Collected data entries:
************
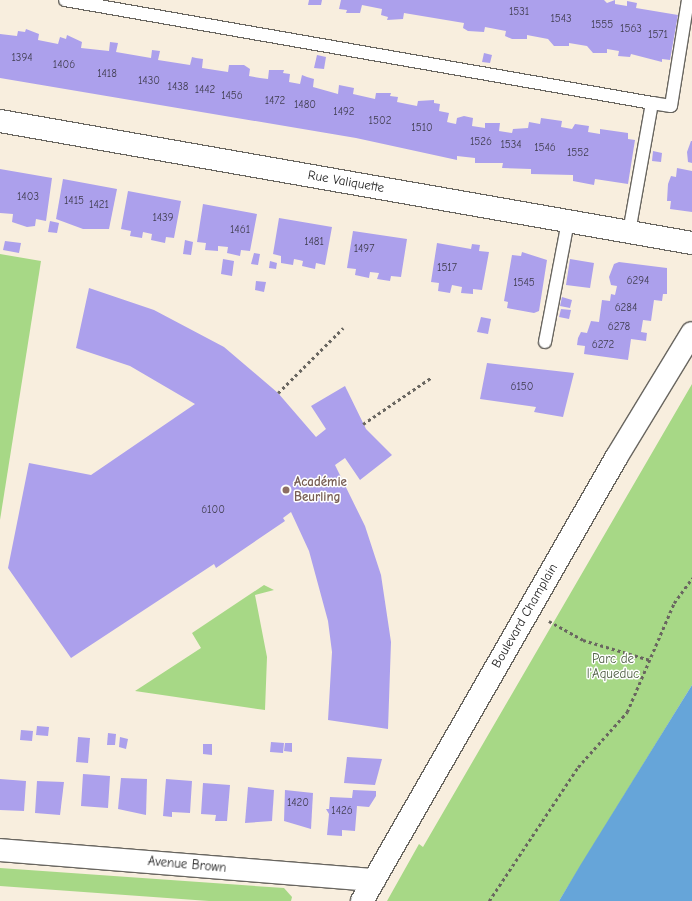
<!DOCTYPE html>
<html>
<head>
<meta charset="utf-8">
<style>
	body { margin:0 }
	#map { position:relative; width:692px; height:901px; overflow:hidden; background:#f8eede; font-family:"Comic Neue",sans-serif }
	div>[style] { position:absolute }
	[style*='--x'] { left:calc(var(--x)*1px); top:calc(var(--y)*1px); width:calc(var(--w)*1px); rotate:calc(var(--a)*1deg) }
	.green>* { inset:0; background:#a7d886 }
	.water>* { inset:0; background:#66a5d9 }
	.building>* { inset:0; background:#aca0ec }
	.path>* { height:2.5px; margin-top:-1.25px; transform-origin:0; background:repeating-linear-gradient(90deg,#696660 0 3px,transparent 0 6px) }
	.roads { filter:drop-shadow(1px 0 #696660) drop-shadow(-1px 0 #696660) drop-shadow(0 1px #696660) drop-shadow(0 -1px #696660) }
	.service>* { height:12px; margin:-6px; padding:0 6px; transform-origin:6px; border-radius:6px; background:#fff }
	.minor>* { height:22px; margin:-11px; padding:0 11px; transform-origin:11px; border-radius:11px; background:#fff }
	.secondary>* { height:22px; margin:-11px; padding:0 11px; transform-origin:11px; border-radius:11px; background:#fff }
	.dots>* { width:11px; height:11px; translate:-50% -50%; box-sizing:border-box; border:2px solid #fff; border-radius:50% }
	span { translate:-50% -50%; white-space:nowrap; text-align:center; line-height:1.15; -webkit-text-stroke:3px #fff; paint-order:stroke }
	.number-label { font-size:11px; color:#403d50 }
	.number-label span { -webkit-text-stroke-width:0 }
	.street-label { font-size:13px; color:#1c1c1c }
	.education-label { font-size:13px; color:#785e54; font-weight:700 }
	.left { translate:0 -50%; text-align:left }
	.park-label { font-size:13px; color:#4d5e41 }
</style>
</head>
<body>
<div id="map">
	<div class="green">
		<div style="clip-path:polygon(0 254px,41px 261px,0 520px)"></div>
		<div style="clip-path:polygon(692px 384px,692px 685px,559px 901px,387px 901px,419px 844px,423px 847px)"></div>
		<div style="clip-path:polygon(264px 585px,274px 590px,255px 595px,267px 657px,265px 710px,135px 691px,201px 648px,192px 633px)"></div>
		<div style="clip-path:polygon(0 868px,284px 888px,292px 897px,291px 901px,209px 901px,0 886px)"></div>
	</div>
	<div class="water">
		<div style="clip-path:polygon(692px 685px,692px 901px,559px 901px,581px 864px)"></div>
	</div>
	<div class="building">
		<div style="clip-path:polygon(309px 0,322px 0,321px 5px,308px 5px)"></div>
		<div style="clip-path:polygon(341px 0,604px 0,607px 3px,615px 0,615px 4px,627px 6px,627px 1px,637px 3px,636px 8px,678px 15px,670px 60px,662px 59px,662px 62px,631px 54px,630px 57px,618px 56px,619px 51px,607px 49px,607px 53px,593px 53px,587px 46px,569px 43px,569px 46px,554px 46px,548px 39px,527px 35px,527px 39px,512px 39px,505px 36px,506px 31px,485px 27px,484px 32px,468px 31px,463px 28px,464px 23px,404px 13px,403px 19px,387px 20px,388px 17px,381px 15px,382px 9px,362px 5px,360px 13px,346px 13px,347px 10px,339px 9px)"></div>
		<div style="clip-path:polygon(26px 29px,39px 34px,38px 40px,58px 44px,60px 37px,66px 39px,67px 35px,82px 42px,81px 48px,109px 51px,110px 42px,118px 43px,116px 52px,151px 58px,152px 50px,160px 51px,158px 60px,190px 65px,192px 57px,196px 58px,203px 59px,202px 68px,228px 72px,229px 65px,244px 65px,250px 69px,249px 76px,260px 78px,268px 79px,269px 70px,284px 70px,283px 73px,290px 74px,289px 82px,300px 84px,302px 75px,307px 77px,314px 79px,313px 87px,338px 94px,339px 85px,354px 88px,353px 94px,375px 99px,376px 93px,391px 93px,390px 96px,398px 97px,397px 102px,417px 106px,418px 101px,434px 100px,434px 103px,440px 104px,439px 111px,449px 113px,447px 122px,451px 123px,456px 124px,457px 118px,464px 116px,473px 118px,472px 126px,485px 128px,485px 123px,500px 123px,499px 131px,512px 133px,513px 129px,528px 128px,529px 122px,540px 124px,541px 118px,562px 121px,561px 127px,572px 129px,575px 124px,589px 126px,588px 132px,600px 134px,600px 129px,628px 133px,628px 139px,635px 140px,628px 184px,595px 179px,594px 185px,573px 181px,573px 175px,531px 174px,531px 169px,502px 168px,503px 163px,475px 163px,475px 158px,457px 156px,457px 160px,356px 138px,0 78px,0 34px,17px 36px,18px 31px,25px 32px)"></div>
		<div style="clip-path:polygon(484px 53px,492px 55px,490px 63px,482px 62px)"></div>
		<div style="clip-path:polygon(317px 55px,326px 57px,324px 69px,314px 68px)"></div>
		<div style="clip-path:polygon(691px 141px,692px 141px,692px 163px,688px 162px,687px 152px)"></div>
		<div style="clip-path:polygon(653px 151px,662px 153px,661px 162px,652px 161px)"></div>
		<div style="clip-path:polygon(677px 168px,692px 171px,692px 212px,670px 209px,671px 201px,667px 201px,668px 184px,671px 176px,676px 177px)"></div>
		<div style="clip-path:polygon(0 169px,52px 178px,46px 221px,36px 219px,35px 226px,27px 227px,12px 222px,13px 214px,0 213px)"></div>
		<div style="clip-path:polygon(63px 179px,117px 189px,109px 229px,83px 229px,56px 219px)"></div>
		<div style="clip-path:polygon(128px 191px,181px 201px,174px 238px,166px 237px,165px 243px,151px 240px,152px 234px,143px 232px,142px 238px,130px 236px,131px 231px,121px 229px)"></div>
		<div style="clip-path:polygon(203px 204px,257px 214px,250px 251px,241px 250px,240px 256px,227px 253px,228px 247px,218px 246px,218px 251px,205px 250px,206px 243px,197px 242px)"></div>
		<div style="clip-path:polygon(279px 218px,332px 227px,325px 265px,316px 263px,315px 269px,302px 266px,303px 261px,299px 260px,294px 259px,293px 265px,281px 263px,281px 256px,273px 254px)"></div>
		<div style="clip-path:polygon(50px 221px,59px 223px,57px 233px,48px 232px)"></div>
		<div style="clip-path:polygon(353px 231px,407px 239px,401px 277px,391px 276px,390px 281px,377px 279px,379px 273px,370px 272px,369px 278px,355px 275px,356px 269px,347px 268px)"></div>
		<div style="clip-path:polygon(185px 240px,193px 242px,191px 255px,183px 254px)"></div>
		<div style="clip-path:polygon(5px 241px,21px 243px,19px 253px,3px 250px)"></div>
		<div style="clip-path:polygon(437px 243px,471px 249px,472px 244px,480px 245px,479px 251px,489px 252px,482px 290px,473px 289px,473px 294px,461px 293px,462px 287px,452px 285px,450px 293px,438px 291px,439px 283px,431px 282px)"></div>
		<div style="clip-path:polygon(522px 252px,547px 260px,539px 311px,534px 313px,507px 308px,508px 302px,504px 301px,512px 255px,521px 256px)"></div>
		<div style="clip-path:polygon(254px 253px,260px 254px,258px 265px,251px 264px)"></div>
		<div style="clip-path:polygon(223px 259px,234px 261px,232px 276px,221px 274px)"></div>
		<div style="clip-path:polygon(570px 259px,594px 263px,590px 288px,566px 285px)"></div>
		<div style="clip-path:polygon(270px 261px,277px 263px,276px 269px,269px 268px)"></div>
		<div style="clip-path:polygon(619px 262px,667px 268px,667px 294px,663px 294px,662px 301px,654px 300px,651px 321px,643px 320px,641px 332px,647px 333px,646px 341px,631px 339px,628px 360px,584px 354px,585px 346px,577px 345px,578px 338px,581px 332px,587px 333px,591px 321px,599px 322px,602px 300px,610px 301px,611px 294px,615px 295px,617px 286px,611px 285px,609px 277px,614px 264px)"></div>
		<div style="clip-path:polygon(256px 281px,266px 282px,264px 292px,255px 290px)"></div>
		<div style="clip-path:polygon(89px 288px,154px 310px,224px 347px,278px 393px,316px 437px,326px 429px,311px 406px,345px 386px,366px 429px,392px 455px,360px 480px,345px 458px,335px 465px,365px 526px,381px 575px,391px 642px,388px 729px,328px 720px,332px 652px,328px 621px,309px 551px,291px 512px,283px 518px,285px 521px,216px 568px,214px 564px,71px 658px,8px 568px,29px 463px,91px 475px,195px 404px,130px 366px,76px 348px)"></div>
		<div style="clip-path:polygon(562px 297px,572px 300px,570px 308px,560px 306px)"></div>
		<div style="clip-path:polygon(561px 309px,571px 310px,569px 319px,559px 317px)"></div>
		<div style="clip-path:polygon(481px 317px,491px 319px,488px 334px,477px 332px)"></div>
		<div style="clip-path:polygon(487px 363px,574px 373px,563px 417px,534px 412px,536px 407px,480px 399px)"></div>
		<div style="clip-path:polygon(37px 726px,49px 727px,48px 736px,36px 735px)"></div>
		<div style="clip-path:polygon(21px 730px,33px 731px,32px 741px,20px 740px)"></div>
		<div style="clip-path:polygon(108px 733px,116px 734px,115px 745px,107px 745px)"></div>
		<div style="clip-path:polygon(78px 737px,90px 738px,88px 763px,76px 762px)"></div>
		<div style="clip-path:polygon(120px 737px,128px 739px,126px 749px,119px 747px)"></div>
		<div style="clip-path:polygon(271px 742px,284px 743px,283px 753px,270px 752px)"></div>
		<div style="clip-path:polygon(285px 743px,292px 743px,292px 752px,284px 751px)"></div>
		<div style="clip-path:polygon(203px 744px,212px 744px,212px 755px,203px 754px)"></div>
		<div style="clip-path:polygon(347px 757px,382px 759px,375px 785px,344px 783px)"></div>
		<div style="clip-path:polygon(83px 774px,110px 776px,108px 808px,81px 806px)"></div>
		<div style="clip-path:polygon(121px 778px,147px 779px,146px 815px,118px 809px)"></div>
		<div style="clip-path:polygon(0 779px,26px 781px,24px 811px,0 810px)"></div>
		<div style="clip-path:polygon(166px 779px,192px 781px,190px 813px,172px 812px,172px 817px,163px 816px)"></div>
		<div style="clip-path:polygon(37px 781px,64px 782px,60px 815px,35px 813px)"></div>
		<div style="clip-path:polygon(203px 783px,230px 785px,227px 821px,215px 821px,216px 815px,201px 814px)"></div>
		<div style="clip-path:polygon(248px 787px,274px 790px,272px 821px,245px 823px)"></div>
		<div style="clip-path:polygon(285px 790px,313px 793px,311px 829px,284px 821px)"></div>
		<div style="clip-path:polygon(353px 790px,376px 791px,376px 796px,369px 807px,357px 806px,355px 831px,342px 830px,342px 836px,327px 835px,329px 814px,326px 809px,329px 809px,330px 797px,352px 798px)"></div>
	</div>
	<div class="path">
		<div style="--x:278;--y:393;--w:92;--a:-45"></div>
		<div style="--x:363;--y:424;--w:83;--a:-34.3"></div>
		<div style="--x:549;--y:621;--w:39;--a:29"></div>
		<div style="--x:583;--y:640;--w:70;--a:16.6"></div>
		<div style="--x:489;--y:901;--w:161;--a:-56.4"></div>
		<div style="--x:578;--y:767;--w:74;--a:-48.3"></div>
		<div style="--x:627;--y:712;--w:119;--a:-66.7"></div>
		<div style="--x:674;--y:603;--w:31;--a:-54"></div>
	</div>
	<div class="roads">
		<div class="service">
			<div style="--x:65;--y:0;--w:596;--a:9.95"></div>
			<div style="--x:652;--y:103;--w:131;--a:100.1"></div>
			<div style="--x:652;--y:103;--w:19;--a:9"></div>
			<div style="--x:671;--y:106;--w:107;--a:-80.9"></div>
			<div style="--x:545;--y:342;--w:123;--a:-79.2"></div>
		</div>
		<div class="minor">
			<div style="--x:0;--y:121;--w:703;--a:10"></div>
			<div style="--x:0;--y:850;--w:375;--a:4.6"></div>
		</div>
		<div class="secondary">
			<div style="--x:362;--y:901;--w:511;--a:-60.17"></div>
			<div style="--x:616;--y:458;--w:146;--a:-58.7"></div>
		</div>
	</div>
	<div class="dots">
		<div style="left:286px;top:490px;background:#8d6e63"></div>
	</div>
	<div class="number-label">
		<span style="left:519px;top:12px">1531</span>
		<span style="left:561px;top:19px">1543</span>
		<span style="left:602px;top:25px">1555</span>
		<span style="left:631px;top:29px">1563</span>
		<span style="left:658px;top:35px">1571</span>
		<span style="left:22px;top:58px">1394</span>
		<span style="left:64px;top:65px">1406</span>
		<span style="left:107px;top:74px">1418</span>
		<span style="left:149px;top:81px">1430</span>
		<span style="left:178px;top:87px">1438</span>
		<span style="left:205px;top:90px">1442</span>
		<span style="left:232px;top:96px">1456</span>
		<span style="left:275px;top:101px">1472</span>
		<span style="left:305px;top:105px">1480</span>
		<span style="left:344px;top:112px">1492</span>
		<span style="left:380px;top:121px">1502</span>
		<span style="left:422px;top:128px">1510</span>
		<span style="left:481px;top:142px">1526</span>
		<span style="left:511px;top:145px">1534</span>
		<span style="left:545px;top:148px">1546</span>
		<span style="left:578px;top:153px">1552</span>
		<span style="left:28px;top:197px">1403</span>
		<span style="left:74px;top:201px">1415</span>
		<span style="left:99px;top:205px">1421</span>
		<span style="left:163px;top:218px">1439</span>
		<span style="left:240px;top:230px">1461</span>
		<span style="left:314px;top:242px">1481</span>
		<span style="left:364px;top:249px">1497</span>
		<span style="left:447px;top:268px">1517</span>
		<span style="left:638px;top:281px">6294</span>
		<span style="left:524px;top:283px">1545</span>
		<span style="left:626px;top:308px">6284</span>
		<span style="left:619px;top:327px">6278</span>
		<span style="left:603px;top:345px">6272</span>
		<span style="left:522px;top:387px">6150</span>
		<span style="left:213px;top:510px">6100</span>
		<span style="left:298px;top:803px">1420</span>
		<span style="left:342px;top:811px">1426</span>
	</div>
	<div class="street-label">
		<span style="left:346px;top:182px;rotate:10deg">Rue Valiquette</span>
		<span style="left:525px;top:616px;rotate:-60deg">Boulevard Champlain</span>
		<span style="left:187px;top:865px;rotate:5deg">Avenue Brown</span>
	</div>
	<div class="education-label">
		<span class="left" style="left:294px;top:490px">Académie<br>Beurling</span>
	</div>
	<div class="park-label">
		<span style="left:613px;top:667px">Parc de<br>l'Aqueduc</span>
	</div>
</div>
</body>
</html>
************
**ASSIGNMENT:** Return the number of lines in the data above that include the word "position", and nothing else.

**RESPONSE TO THIS TASK:** 2